Georgian painter (b. 1919, d. 2004)

Ana Shalikashvili (ანა შალიკაშვილი; February 16, 1919 – March, 2004) was a Georgian painter.

==Early years==
Ana Shalikashvili was born in Kutaisi in 1919.

==Education==
In 1937–1942 she studied oil painting under the guidance of David Kakabadze and Valerian Sidamon-Eristavi and drawing under the tutorship of Tamar Abakelia and Sergo Kobuladze at the Tbilisi State Academy of Arts, and later went on to work at the Kutaisi Theater.

==Career and achievements==
After having returned to Tbilisi in 1947, she was employed by the Georgian Film Studio as an animator at first and then as an art director.
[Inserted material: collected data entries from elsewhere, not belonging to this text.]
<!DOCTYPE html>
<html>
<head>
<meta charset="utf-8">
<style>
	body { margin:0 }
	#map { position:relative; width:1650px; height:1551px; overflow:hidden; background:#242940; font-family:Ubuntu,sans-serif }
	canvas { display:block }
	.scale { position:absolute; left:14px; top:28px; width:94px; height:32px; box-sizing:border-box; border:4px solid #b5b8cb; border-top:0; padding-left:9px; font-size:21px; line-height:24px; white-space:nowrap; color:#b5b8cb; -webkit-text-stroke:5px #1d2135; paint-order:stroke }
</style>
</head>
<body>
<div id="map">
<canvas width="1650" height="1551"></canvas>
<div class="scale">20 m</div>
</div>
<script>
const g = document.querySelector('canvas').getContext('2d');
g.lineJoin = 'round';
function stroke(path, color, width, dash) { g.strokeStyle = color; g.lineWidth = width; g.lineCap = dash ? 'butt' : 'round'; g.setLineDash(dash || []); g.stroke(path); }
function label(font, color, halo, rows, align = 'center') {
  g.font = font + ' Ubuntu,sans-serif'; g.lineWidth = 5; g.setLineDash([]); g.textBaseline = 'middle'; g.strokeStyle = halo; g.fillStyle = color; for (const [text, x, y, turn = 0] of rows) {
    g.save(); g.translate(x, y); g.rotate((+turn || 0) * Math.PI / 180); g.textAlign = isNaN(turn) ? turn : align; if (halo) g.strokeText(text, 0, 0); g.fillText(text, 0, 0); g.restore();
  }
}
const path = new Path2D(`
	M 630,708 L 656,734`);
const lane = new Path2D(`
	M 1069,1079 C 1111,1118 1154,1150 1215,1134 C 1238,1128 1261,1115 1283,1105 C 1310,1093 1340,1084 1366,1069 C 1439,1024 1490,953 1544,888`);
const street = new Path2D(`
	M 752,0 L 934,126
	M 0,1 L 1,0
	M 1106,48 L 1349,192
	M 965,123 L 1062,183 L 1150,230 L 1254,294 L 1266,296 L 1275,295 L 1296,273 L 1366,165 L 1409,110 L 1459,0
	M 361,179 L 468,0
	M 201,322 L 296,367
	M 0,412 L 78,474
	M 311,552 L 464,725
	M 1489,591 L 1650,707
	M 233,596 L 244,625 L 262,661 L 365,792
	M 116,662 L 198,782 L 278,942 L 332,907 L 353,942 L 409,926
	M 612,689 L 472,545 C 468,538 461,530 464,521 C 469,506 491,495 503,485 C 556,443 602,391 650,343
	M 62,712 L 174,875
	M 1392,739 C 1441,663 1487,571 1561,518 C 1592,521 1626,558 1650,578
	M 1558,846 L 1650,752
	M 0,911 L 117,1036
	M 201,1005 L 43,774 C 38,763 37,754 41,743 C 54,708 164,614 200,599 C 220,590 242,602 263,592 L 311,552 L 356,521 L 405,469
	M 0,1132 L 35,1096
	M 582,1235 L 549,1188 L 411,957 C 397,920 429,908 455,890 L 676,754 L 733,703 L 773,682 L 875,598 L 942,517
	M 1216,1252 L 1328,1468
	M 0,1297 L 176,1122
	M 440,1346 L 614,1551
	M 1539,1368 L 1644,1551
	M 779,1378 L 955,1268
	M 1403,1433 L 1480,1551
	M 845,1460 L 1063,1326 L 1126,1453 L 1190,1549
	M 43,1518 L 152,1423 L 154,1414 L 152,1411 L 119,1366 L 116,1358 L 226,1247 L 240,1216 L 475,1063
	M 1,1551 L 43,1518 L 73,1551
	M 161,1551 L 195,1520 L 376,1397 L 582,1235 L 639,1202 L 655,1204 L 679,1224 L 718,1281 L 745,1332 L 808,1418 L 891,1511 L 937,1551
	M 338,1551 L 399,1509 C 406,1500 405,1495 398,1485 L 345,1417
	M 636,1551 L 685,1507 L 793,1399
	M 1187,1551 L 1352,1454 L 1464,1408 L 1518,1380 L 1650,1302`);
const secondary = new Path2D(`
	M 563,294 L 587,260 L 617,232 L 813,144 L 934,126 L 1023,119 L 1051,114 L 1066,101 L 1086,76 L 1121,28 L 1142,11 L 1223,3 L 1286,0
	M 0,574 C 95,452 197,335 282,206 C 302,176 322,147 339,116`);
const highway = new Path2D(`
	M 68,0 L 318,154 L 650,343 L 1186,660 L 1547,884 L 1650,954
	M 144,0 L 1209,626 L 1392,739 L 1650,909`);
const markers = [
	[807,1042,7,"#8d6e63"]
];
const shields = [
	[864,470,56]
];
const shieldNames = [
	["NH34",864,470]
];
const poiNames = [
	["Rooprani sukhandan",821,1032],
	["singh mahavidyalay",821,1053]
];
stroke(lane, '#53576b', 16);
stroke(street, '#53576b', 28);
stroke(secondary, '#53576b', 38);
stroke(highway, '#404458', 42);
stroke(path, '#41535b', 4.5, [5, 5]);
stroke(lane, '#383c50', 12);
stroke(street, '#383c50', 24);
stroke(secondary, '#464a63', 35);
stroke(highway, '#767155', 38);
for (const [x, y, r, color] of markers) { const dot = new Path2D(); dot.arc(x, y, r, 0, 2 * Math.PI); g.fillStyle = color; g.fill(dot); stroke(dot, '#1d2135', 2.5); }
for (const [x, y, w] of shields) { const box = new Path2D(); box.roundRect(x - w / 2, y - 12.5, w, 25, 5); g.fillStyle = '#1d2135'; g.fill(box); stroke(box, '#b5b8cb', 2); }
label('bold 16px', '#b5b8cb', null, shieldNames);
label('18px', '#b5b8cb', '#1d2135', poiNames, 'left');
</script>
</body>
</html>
In the 1950s, she carried out productive work in the area of illustrations for children's books.

In the late 1950s, Ana Shalikashvili, on Elene Akhvlediani's invitation, joined a group of artists who traveled throughout Georgia and, based on their immediate impressions, created sketches of landscapes characteristic of different regions, and drawings portraying Old and New Tbilisi. Shalikashvili's oil and graphic compositions boast expressive imagery and high-level artistic skills.

Ana Shalikashvili, along with other artists from Elene Akhvlediani's group, fostered the creative development of female Georgian graphic artists.

Tbilisi History Museum opened on 12 March 2009 the first personal exhibition of Ana Shalikashvili dedicated to painter's 90th anniversary.